***** RECORDS PROVIDED *****

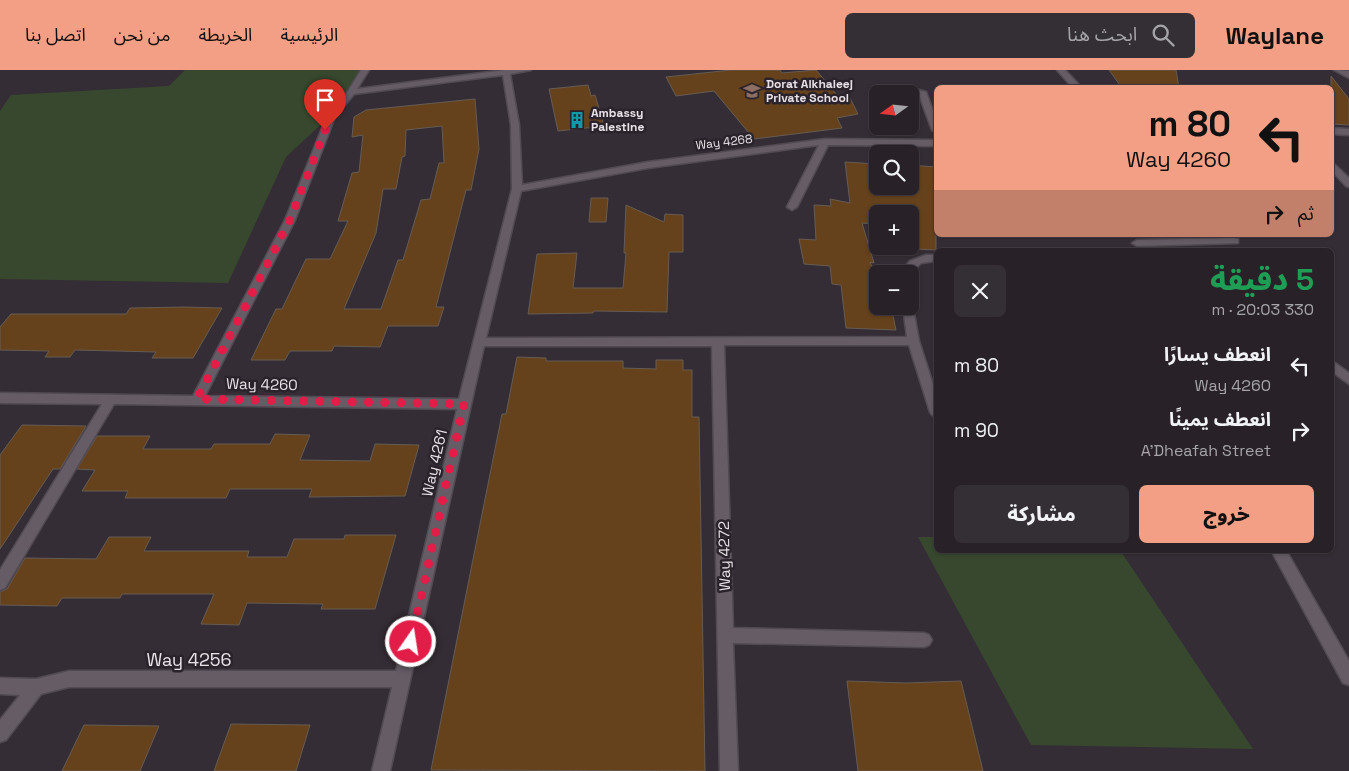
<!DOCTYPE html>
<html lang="ar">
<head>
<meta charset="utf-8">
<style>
	body { margin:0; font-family:"Space Grotesk","Noto Sans Arabic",sans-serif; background:#342f34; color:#f1f3f6; direction:rtl; height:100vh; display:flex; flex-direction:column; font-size:19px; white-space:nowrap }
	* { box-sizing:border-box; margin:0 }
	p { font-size:16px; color:#a5a4a8 }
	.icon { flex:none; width:28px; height:28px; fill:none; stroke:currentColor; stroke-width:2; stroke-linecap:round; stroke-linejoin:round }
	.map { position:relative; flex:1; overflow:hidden; direction:ltr }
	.sheet { position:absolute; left:934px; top:178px; width:400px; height:305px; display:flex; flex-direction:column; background:#282228; border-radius:8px; box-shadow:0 1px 4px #0004,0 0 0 1px #443f45; direction:rtl }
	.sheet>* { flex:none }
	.guide { position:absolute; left:934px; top:15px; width:400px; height:152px; border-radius:8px; box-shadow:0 1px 4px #0004,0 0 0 1px #443f45; direction:rtl; background:#f39f85; color:#111; overflow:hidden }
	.needle { width:32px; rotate:255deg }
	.tools { position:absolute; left:869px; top:15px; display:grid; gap:10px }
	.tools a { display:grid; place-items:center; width:50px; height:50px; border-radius:8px; background:#282228; box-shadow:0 1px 4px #0004,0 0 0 1px #443f45; font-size:25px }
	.pin { position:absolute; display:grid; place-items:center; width:42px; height:42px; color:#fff; margin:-51px -21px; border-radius:50% 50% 50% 0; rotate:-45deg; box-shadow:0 0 5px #0007 }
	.pin .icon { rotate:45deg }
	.me { position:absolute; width:55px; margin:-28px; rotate:13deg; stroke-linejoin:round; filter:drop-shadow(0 0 4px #0008) }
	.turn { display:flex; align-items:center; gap:18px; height:105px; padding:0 20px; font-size:22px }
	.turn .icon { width:65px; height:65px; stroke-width:2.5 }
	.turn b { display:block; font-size:35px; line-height:42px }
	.then { display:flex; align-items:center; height:48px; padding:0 20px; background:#0003; gap:10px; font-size:19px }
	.round { display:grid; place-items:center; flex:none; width:52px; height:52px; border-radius:8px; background:#342f34 }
	.summary { display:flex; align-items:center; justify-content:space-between; height:85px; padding:0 20px }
	h1 { font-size:30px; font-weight:800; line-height:38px; color:#1e9e55 }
	.button { display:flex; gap:10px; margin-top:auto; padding:10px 20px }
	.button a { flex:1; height:58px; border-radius:8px; background:#f39f85; color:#111; font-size:20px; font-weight:800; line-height:58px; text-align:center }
	.button a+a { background:#342f34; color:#f1f3f6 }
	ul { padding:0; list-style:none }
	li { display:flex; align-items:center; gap:15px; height:65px; padding:0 20px }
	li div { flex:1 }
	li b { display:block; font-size:19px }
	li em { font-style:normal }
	header { display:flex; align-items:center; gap:30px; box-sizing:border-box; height:70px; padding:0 25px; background:#f39f85; color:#111 }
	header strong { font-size:24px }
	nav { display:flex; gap:28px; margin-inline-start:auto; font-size:18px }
	.search { width:350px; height:45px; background:#342f34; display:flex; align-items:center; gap:12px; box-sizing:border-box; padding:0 18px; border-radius:8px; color:#a5a4a8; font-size:19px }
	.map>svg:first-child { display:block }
	.green { fill:#37482e }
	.building { fill:#65421c; stroke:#665c53; fill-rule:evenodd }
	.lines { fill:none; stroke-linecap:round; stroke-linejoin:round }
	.minor-casing { stroke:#514a52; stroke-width:3 }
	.minor { fill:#655c66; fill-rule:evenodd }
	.route { stroke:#e11d48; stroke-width:9; stroke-dasharray:0 16.2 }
	.labels { text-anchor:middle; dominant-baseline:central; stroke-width:5; stroke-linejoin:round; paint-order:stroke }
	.far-poi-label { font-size:12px; font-weight:bold; fill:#e8e2e8; stroke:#2b232b; text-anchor:start }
	.far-street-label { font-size:12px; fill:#e8e2e8; stroke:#2b232b }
	.street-label { font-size:15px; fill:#e8e2e8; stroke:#2b232b }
	.near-street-label { font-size:18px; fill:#e8e2e8; stroke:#2b232b }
</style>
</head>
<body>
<header>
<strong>Waylane</strong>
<div class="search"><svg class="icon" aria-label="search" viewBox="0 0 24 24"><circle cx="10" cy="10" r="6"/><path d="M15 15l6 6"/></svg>ابحث هنا</div>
<nav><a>الرئيسية</a><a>الخريطة</a><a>من نحن</a><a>اتصل بنا</a></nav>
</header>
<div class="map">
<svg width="1349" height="701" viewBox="0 0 1349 701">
	<rect width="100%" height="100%" fill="#352d35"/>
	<path class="green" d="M 185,0 L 364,0 L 330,46 L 286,87 L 228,213 L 0,209 L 0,41 L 11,25 L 169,16 Z
		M 918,467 L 936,467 L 936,480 L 1120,480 L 1253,679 L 1031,675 Z"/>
	<path class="building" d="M 731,0 L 780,0 L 782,3 L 816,0 L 837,25 L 848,24 L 858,44 L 837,48 L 842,58 L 754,69 L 714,21 L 676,26 L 666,7 Z
		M 1109,0 L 1176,0 L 1179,18 L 1122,18 Z
		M 1331,6 L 1349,29 L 1349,55 L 1331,54 Z
		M 588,15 L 591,26 L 595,25 L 604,56 L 558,61 L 549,19 Z
		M 475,29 L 479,79 L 471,120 L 466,120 L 436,237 L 444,237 L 438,256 L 388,256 L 380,277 L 334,276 L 332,281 L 290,281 L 285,290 L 251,290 L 276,239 L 282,239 L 306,189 L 330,189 L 348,151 L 338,151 L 352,103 L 359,102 L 363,65 L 352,67 L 354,47 L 366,40 ZM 442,56 L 444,93 L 439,93 L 430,129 L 421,130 L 403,190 L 398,190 L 381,239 L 344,239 L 376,163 L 383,119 L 396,119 L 402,87 L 405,86 L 406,60 Z
		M 845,92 L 878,94 L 878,116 L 910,116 L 910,95 L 936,97 L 936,180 L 915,179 L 910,144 L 878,144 L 878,154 L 862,153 L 874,193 L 870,192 L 878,211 L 878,236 L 891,236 L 896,260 L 846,258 L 841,215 L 832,214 L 830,196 L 804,194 L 799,169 L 816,170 L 814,135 L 831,136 L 830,129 L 850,133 Z
		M 591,128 L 608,128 L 606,152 L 589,152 Z
		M 626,135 L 664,152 L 665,144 L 683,145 L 683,182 L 669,182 L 667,242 L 594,241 L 593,243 L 528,244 L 537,184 L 577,183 L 573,218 L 623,218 L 626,183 L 624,183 Z
		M 184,237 L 222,238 L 193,288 L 152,288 L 156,282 L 75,280 L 70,287 L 45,287 L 49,281 L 0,280 L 0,257 L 11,244 L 126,244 L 130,238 Z
		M 517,287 L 546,288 L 546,291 L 623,291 L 623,298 L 656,299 L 656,290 L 683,290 L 683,300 L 692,300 L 692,347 L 699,347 L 705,701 L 431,700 L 502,344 L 506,344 Z
		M 22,355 L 86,356 L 60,399 L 53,399 L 0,479 L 0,385 Z
		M 275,364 L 310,365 L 300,390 L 370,391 L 375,374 L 419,375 L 405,426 L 309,427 L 312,419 L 230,419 L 226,428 L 125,428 L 128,421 L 82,421 L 95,400 L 77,399 L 97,366 L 150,366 L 143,379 L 211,379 L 214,374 L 270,374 Z
		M 345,465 L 396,465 L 375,539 L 321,539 L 323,534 L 247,533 L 239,555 L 201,554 L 214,524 L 122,524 L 120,528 L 62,528 L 57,536 L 0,535 L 0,522 L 7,519 L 25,488 L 96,489 L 109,467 L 151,467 L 144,481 L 249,481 L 247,487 L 287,487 L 294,469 L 344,469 Z
		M 847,611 L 906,613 L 961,611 L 983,701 L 858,701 Z
		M 231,654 L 310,655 L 296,701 L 214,701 Z
		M 84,655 L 159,656 L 140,701 L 62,701 Z"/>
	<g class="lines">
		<g class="minor-casing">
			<path id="minor" d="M 361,0 L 369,0 L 357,19 L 505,0 L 531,0 L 510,4 L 519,55 L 522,115 L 648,92 L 825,69 L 936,70 L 936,76 L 828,75 L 797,137 L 792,140 L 787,137 L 819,75 L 648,98 L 521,121 L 486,268 L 907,267 L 903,236 L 910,236 L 910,233 L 912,233 L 919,271 L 936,324 L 936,347 L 932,345 L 930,342 L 909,275 L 724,275 L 733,558 L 924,563 L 929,565 L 932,570 L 929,575 L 924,577 L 733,573 L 738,701 L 720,701 L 712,276 L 484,276 L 390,701 L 372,701 L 392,617 L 69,617 L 41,624 L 6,670 L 0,672 L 0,650 L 20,625 L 0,624 L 0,608 L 36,609 L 69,601 L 396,601 L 457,339 L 114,334 L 5,518 L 0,520 L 0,500 L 102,334 L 0,333 L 0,323 L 193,326 L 285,150 L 327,46 L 348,21 ZM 503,5 L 511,55 L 512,119 L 459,329 L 205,326 L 295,150 L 335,47 L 354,24 Z
				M 1057,0 L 1065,0 L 1082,18 L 1073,18 Z
				M 1334,0 L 1349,1 L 1349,8 Z
				M 919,20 L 926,22 L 936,49 L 936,63 L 932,60 L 918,22 Z
				M 1331,58 L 1349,59 L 1349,65 L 1331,64 Z
				M 1331,91 L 1349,108 L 1349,117 L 1346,116 L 1331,100 Z
				M 1234,168 L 1238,169 L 1238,173 L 1137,176 L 1132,173 L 1137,170 Z
				M 926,185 L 936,185 L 936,191 L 921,193 L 910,204 L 899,204 L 910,191 Z
				M 1331,290 L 1349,303 L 1349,314 L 1331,301 Z
				M 1271,480 L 1286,480 L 1349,591 L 1349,615 L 1343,613 Z"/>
		</g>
		<use href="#minor" class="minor"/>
	</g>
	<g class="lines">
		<path class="route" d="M 325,60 L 290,150 L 197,329 L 464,334 L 411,572"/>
	</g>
	<defs>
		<g id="school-bare" transform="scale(1.35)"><path d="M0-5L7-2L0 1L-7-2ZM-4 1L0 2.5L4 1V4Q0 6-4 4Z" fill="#8d6e63" stroke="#2b232b" stroke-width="2.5" paint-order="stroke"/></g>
		<g id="building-bare" transform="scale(1.35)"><path d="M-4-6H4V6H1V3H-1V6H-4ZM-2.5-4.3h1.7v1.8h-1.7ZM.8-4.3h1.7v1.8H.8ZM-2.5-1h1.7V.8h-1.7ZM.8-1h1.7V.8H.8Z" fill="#0f9aa8" stroke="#2b232b" stroke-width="2.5" paint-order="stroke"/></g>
	</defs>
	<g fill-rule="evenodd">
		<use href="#school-bare" x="752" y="21"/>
		<use href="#building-bare" x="577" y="50"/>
	</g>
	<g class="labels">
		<g class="far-poi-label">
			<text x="766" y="14">Dorat Alkhaleej<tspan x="766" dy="14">Private School</tspan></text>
			<text x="591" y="43">Ambassy<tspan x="591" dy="14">Palestine</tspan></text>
		</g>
		<g class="far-street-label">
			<text transform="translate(724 72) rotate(-7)">Way 4268</text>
		</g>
		<g class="street-label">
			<text transform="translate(262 314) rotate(1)">Way 4260</text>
			<text transform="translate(434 393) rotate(-77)">Way 4261</text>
			<text transform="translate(724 486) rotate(-91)">Way 4272</text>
		</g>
		<g class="near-street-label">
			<text x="189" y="589">Way 4256</text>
		</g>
	</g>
</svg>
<div class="tools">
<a><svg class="needle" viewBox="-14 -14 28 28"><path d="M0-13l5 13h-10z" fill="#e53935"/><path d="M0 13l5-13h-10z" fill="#a5a4a8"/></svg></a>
<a><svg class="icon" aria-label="search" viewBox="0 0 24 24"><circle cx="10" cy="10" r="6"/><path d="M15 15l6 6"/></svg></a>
<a>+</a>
<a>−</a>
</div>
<div class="pin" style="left:325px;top:60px;background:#d93025"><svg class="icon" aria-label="arrive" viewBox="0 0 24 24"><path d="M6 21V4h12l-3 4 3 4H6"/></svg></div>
<svg class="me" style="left:411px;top:572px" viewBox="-20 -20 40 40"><circle r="17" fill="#e11d48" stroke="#fff" stroke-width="3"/><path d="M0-11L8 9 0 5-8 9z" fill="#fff"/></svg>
<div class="guide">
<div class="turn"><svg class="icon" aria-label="left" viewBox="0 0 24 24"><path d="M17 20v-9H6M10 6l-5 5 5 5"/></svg><div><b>80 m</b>Way 4260</div></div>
<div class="then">ثم<svg class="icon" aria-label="right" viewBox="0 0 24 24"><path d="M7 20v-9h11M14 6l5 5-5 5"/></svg></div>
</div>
<section class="sheet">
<div class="summary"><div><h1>5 دقيقة</h1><p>330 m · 20:03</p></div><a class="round"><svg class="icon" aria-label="close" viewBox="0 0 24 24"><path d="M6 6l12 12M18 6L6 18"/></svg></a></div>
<ul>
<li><svg class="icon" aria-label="left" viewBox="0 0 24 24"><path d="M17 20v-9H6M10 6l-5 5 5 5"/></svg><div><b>انعطف يسارًا</b><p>Way 4260</p></div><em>80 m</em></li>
<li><svg class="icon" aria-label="right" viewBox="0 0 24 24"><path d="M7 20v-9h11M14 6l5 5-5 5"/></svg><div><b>انعطف يمينًا</b><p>A'Dheafah Street</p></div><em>90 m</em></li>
</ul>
<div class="button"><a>خروج</a><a>مشاركة</a></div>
</section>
</div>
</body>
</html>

*****

WHAT THE EXERCISE ASKS: In the listing above, find each line where "evenodd" occurs and copy it.

FINISHED TASK:
	.building { fill:#65421c; stroke:#665c53; fill-rule:evenodd }
	.minor { fill:#655c66; fill-rule:evenodd }
	<g fill-rule="evenodd">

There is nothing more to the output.